• _Assignment_:
Beneath this instruction is a listing. Transcribe from it only the stretch from the line with "M1711,1H1724L1744,18L1715,31L1690,10Z" through the line with "M1609,124L1622,142L1609,145L1596,126Z", both end lines included, exactly as written.
——————————
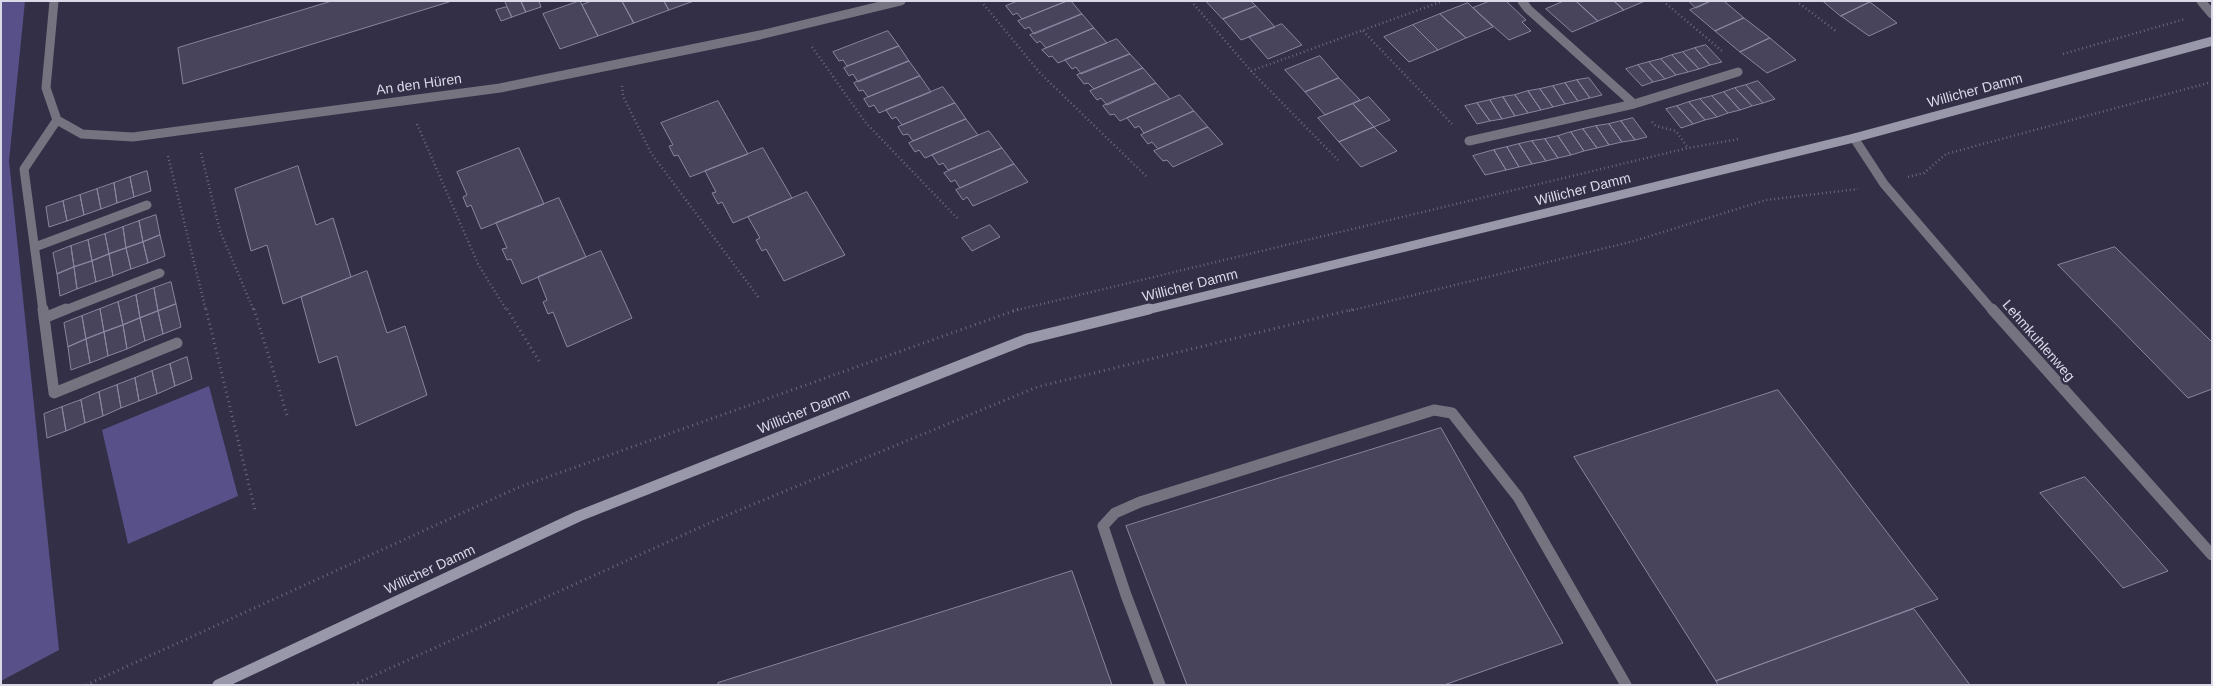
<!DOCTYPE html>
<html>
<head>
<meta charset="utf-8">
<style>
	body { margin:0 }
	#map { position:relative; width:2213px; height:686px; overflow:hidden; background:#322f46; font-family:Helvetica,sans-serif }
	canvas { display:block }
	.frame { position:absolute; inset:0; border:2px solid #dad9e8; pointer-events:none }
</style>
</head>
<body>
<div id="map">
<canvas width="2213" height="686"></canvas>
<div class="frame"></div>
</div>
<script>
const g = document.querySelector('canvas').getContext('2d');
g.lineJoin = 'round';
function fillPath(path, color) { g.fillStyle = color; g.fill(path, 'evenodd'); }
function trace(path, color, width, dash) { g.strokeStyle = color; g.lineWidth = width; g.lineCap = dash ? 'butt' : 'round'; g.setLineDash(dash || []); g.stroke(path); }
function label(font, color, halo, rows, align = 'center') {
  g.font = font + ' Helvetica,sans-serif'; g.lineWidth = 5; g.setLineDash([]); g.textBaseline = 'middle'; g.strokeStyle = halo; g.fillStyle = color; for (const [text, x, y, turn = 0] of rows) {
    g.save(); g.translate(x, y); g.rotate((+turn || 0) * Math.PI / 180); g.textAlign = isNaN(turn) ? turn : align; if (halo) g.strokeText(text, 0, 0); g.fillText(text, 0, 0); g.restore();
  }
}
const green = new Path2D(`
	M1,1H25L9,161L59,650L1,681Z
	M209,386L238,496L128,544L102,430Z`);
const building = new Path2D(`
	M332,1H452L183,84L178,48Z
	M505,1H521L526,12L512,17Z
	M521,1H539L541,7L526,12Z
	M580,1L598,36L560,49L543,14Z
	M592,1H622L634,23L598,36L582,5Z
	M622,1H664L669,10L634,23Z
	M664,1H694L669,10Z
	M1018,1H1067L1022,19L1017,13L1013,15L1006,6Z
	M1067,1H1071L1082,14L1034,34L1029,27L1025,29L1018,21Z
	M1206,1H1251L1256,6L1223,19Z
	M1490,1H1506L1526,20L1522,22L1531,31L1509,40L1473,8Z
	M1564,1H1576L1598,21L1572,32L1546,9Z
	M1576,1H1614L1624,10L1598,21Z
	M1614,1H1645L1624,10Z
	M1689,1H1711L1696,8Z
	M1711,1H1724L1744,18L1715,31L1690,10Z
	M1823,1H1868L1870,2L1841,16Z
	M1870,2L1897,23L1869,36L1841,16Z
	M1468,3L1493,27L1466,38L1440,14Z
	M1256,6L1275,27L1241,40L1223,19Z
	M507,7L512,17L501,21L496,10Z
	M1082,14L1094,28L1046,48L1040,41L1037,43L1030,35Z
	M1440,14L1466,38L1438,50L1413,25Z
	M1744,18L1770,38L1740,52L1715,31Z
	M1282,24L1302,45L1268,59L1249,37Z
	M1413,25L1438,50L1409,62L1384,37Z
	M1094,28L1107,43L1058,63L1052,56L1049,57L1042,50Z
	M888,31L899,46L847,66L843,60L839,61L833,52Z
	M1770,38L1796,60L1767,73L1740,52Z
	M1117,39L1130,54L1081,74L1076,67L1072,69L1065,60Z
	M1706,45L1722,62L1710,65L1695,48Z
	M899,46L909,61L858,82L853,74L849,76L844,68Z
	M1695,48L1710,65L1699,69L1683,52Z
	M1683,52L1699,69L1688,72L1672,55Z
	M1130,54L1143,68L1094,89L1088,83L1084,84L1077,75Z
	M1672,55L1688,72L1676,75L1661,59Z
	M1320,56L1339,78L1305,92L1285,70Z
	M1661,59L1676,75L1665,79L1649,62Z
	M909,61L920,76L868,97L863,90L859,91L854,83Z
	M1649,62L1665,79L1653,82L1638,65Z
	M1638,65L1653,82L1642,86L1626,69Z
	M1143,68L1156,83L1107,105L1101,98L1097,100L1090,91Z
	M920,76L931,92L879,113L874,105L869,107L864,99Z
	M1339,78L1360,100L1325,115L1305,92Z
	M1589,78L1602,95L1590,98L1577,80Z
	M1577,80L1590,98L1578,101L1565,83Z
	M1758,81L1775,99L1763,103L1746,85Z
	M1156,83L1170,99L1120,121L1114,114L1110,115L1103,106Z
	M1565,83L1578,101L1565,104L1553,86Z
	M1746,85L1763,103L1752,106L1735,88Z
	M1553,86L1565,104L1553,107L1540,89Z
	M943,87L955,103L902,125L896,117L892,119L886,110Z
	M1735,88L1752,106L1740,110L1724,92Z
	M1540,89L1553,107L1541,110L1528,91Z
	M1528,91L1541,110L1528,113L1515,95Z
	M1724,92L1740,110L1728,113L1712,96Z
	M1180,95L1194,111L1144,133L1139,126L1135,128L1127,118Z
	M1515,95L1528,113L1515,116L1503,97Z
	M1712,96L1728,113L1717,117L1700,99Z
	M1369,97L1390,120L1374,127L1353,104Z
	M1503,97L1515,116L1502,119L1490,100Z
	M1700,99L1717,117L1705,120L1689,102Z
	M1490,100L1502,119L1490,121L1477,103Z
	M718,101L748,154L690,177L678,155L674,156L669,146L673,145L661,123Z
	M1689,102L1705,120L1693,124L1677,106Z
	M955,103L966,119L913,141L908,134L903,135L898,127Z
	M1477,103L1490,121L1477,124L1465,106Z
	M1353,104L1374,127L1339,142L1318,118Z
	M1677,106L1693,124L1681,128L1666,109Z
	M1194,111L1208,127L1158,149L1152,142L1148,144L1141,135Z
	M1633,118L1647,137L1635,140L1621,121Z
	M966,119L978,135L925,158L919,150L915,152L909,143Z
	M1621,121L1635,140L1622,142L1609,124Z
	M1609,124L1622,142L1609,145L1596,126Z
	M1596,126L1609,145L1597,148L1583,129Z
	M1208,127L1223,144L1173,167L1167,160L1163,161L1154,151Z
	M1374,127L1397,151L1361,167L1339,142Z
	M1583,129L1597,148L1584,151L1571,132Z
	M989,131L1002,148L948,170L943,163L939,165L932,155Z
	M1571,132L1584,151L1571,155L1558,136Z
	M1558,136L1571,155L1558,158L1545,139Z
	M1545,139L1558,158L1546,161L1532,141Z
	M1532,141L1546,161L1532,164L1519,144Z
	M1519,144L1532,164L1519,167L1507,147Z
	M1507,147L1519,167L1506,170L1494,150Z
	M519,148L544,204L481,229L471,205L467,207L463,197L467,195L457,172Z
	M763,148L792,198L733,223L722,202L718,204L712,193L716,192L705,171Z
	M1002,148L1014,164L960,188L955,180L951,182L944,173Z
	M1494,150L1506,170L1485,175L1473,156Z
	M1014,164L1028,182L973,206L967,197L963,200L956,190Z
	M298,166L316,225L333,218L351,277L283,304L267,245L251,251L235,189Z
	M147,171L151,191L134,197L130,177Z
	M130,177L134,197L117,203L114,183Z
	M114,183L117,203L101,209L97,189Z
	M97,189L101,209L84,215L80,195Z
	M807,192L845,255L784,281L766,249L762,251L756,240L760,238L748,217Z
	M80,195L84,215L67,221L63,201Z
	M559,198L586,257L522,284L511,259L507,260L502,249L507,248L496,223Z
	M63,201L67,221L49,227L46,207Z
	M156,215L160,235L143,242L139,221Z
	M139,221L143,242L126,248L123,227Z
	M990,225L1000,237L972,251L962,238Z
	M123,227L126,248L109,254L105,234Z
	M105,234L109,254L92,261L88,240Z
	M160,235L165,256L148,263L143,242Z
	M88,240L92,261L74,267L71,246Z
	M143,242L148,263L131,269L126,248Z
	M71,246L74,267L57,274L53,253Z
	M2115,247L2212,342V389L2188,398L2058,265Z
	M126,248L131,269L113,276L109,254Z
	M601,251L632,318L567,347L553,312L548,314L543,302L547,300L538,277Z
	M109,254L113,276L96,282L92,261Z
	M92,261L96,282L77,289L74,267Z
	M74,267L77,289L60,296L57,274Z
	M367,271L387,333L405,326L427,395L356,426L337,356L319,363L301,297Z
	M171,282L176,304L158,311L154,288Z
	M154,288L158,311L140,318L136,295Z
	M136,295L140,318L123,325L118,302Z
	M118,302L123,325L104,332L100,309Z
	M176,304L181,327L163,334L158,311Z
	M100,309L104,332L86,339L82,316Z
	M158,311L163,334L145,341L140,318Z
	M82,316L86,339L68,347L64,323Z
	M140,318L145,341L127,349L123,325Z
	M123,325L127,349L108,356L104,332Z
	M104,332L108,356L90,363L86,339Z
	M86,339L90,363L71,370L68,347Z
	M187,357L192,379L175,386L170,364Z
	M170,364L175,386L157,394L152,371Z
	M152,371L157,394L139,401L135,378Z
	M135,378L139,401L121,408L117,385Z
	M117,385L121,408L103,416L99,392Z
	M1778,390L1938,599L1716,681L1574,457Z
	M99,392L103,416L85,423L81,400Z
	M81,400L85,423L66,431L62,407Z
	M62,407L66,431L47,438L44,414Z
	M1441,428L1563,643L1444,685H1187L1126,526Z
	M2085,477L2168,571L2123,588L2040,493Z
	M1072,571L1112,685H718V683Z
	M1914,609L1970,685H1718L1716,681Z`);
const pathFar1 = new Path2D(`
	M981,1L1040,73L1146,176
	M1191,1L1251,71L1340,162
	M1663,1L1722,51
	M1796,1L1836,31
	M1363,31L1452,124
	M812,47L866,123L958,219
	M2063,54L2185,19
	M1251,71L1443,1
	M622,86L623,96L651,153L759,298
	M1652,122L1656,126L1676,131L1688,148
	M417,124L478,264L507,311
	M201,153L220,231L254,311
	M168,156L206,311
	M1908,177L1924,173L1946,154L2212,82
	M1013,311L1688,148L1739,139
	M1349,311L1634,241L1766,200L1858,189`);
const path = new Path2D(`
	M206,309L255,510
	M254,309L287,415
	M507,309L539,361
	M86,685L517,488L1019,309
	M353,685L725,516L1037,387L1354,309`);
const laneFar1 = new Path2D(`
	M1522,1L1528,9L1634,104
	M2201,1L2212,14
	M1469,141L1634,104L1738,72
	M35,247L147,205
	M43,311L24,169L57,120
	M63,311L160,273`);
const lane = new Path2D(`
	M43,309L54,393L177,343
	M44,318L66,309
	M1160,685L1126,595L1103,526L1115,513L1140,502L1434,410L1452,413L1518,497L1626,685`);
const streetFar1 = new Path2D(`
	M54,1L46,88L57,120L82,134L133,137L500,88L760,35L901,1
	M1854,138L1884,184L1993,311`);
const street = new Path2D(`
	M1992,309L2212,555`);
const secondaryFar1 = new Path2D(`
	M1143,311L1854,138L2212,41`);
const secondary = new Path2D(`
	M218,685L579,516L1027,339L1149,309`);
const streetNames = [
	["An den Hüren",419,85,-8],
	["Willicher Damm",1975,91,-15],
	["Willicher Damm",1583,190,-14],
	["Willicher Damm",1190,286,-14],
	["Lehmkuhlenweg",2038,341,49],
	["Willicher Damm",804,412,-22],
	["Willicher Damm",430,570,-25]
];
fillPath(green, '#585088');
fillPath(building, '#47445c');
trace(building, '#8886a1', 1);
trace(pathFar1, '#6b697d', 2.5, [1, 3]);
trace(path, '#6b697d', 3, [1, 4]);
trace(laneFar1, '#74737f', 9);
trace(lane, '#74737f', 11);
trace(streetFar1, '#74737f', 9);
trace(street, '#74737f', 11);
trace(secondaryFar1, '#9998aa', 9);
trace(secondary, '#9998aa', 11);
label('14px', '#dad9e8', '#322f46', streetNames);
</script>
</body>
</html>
——————————
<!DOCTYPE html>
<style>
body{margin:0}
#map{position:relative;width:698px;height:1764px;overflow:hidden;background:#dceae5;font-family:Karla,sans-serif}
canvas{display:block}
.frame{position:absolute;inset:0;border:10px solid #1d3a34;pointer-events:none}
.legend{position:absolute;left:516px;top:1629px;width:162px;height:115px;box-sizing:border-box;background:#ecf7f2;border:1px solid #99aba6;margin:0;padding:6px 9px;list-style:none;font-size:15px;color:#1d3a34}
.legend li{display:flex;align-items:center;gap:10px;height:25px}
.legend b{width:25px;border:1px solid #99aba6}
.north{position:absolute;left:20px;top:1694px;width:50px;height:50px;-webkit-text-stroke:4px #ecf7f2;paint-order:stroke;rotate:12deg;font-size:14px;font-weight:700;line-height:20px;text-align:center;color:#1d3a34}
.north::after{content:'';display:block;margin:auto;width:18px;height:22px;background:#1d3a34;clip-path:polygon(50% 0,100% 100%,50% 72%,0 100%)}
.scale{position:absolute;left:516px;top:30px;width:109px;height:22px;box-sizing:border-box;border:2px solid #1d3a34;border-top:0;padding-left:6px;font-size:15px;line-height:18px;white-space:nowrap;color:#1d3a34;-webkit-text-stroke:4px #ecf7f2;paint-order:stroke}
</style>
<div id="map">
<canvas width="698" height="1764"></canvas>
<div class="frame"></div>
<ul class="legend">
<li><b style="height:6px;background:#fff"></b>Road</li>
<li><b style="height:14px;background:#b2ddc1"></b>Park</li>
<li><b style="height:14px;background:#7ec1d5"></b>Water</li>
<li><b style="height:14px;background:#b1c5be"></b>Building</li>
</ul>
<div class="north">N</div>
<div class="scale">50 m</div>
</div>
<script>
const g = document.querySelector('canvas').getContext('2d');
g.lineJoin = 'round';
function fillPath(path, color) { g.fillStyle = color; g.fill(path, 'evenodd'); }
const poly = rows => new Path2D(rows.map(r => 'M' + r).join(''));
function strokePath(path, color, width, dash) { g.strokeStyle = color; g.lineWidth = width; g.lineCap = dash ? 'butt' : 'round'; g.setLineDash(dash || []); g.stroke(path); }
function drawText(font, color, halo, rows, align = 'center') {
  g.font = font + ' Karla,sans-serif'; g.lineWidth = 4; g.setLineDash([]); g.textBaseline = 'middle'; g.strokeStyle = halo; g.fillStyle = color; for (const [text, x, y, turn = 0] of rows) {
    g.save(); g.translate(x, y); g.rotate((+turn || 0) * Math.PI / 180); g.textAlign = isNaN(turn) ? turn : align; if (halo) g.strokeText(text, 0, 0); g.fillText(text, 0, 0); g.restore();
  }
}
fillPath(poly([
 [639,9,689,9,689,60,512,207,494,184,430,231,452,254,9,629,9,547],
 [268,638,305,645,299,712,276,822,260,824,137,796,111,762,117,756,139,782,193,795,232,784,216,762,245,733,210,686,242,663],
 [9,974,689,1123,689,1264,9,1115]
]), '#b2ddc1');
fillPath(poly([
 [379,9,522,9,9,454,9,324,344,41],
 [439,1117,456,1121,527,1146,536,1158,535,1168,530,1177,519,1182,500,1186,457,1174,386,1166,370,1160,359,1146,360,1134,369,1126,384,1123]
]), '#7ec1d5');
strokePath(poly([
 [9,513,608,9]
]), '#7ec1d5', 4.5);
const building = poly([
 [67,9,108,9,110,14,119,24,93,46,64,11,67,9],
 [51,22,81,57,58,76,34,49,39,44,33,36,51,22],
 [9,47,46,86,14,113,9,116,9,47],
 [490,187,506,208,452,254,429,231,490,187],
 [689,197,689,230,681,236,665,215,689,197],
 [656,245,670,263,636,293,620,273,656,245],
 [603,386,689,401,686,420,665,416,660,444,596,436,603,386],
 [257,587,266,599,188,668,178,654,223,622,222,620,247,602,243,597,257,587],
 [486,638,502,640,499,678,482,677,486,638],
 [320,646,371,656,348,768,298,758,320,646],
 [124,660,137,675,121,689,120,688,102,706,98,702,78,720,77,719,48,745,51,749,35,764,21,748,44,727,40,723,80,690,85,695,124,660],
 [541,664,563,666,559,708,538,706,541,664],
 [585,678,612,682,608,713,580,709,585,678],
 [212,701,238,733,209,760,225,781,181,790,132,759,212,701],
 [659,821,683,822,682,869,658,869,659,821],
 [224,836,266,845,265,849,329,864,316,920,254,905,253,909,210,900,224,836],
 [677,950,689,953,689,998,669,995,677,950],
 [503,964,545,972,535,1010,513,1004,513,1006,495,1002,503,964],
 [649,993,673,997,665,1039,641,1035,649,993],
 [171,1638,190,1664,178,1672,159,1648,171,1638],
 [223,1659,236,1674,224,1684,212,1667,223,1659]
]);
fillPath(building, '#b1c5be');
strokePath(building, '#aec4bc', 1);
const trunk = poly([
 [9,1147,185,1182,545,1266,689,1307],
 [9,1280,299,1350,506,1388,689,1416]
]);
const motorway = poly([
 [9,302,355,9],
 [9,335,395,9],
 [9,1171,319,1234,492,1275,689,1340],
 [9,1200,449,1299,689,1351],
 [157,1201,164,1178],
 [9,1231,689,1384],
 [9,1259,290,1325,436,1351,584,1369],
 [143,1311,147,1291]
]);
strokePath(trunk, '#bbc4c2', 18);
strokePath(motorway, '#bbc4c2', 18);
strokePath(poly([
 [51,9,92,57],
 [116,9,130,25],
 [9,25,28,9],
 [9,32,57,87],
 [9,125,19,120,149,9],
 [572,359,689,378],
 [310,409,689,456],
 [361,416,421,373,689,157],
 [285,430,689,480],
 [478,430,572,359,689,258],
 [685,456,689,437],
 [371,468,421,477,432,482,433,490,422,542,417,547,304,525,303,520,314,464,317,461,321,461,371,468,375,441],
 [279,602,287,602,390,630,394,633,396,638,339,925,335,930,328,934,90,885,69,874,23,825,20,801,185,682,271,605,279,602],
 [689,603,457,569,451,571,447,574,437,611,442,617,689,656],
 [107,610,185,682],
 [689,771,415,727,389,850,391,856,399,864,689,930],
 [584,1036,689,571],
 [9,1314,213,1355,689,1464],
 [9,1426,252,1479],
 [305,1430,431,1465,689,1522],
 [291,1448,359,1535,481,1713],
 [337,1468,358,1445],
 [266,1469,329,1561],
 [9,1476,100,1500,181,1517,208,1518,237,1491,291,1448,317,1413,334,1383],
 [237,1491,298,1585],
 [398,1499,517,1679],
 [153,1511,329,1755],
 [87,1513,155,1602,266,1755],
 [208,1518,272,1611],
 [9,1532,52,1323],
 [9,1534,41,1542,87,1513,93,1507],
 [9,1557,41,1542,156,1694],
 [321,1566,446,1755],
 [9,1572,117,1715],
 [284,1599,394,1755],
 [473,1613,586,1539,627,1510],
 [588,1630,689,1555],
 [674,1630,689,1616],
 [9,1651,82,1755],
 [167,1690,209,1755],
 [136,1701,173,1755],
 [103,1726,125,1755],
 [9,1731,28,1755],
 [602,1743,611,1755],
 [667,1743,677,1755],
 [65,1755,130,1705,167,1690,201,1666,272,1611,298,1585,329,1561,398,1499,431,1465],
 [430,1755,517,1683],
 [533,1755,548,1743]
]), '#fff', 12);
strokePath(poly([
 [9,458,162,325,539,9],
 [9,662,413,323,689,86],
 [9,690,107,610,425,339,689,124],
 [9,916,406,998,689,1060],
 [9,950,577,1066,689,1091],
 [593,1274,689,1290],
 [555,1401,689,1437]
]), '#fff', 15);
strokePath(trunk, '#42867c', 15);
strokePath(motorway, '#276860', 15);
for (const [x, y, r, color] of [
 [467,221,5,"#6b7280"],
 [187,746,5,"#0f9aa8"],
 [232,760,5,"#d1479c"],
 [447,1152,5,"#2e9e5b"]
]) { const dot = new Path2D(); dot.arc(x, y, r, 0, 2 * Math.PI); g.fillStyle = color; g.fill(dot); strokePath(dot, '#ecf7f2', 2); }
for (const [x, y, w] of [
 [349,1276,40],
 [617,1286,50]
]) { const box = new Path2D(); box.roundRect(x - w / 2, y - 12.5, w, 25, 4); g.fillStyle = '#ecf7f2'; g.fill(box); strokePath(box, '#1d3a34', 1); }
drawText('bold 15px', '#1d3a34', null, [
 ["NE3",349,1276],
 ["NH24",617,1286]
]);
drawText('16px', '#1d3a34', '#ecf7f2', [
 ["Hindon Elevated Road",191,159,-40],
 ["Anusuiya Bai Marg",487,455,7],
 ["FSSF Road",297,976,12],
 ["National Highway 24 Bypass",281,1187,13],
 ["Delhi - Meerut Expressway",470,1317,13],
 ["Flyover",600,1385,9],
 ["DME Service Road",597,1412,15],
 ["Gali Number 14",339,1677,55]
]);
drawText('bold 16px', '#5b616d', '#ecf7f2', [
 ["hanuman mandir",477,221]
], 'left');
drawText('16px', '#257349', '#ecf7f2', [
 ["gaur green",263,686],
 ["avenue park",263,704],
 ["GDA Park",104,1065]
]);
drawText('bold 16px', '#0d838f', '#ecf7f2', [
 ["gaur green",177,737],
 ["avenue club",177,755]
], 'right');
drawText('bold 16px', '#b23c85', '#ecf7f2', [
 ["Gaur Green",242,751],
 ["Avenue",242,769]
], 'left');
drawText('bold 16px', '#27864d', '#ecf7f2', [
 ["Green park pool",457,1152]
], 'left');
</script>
——————————
• _Solved problem_:
	M1711,1H1724L1744,18L1715,31L1690,10Z
	M1823,1H1868L1870,2L1841,16Z
	M1870,2L1897,23L1869,36L1841,16Z
	M1468,3L1493,27L1466,38L1440,14Z
	M1256,6L1275,27L1241,40L1223,19Z
	M507,7L512,17L501,21L496,10Z
	M1082,14L1094,28L1046,48L1040,41L1037,43L1030,35Z
	M1440,14L1466,38L1438,50L1413,25Z
	M1744,18L1770,38L1740,52L1715,31Z
	M1282,24L1302,45L1268,59L1249,37Z
	M1413,25L1438,50L1409,62L1384,37Z
	M1094,28L1107,43L1058,63L1052,56L1049,57L1042,50Z
	M888,31L899,46L847,66L843,60L839,61L833,52Z
	M1770,38L1796,60L1767,73L1740,52Z
	M1117,39L1130,54L1081,74L1076,67L1072,69L1065,60Z
	M1706,45L1722,62L1710,65L1695,48Z
	M899,46L909,61L858,82L853,74L849,76L844,68Z
	M1695,48L1710,65L1699,69L1683,52Z
	M1683,52L1699,69L1688,72L1672,55Z
	M1130,54L1143,68L1094,89L1088,83L1084,84L1077,75Z
	M1672,55L1688,72L1676,75L1661,59Z
	M1320,56L1339,78L1305,92L1285,70Z
	M1661,59L1676,75L1665,79L1649,62Z
	M909,61L920,76L868,97L863,90L859,91L854,83Z
	M1649,62L1665,79L1653,82L1638,65Z
	M1638,65L1653,82L1642,86L1626,69Z
	M1143,68L1156,83L1107,105L1101,98L1097,100L1090,91Z
	M920,76L931,92L879,113L874,105L869,107L864,99Z
	M1339,78L1360,100L1325,115L1305,92Z
	M1589,78L1602,95L1590,98L1577,80Z
	M1577,80L1590,98L1578,101L1565,83Z
	M1758,81L1775,99L1763,103L1746,85Z
	M1156,83L1170,99L1120,121L1114,114L1110,115L1103,106Z
	M1565,83L1578,101L1565,104L1553,86Z
	M1746,85L1763,103L1752,106L1735,88Z
	M1553,86L1565,104L1553,107L1540,89Z
	M943,87L955,103L902,125L896,117L892,119L886,110Z
	M1735,88L1752,106L1740,110L1724,92Z
	M1540,89L1553,107L1541,110L1528,91Z
	M1528,91L1541,110L1528,113L1515,95Z
	M1724,92L1740,110L1728,113L1712,96Z
	M1180,95L1194,111L1144,133L1139,126L1135,128L1127,118Z
	M1515,95L1528,113L1515,116L1503,97Z
	M1712,96L1728,113L1717,117L1700,99Z
	M1369,97L1390,120L1374,127L1353,104Z
	M1503,97L1515,116L1502,119L1490,100Z
	M1700,99L1717,117L1705,120L1689,102Z
	M1490,100L1502,119L1490,121L1477,103Z
	M718,101L748,154L690,177L678,155L674,156L669,146L673,145L661,123Z
	M1689,102L1705,120L1693,124L1677,106Z
	M955,103L966,119L913,141L908,134L903,135L898,127Z
	M1477,103L1490,121L1477,124L1465,106Z
	M1353,104L1374,127L1339,142L1318,118Z
	M1677,106L1693,124L1681,128L1666,109Z
	M1194,111L1208,127L1158,149L1152,142L1148,144L1141,135Z
	M1633,118L1647,137L1635,140L1621,121Z
	M966,119L978,135L925,158L919,150L915,152L909,143Z
	M1621,121L1635,140L1622,142L1609,124Z
	M1609,124L1622,142L1609,145L1596,126Z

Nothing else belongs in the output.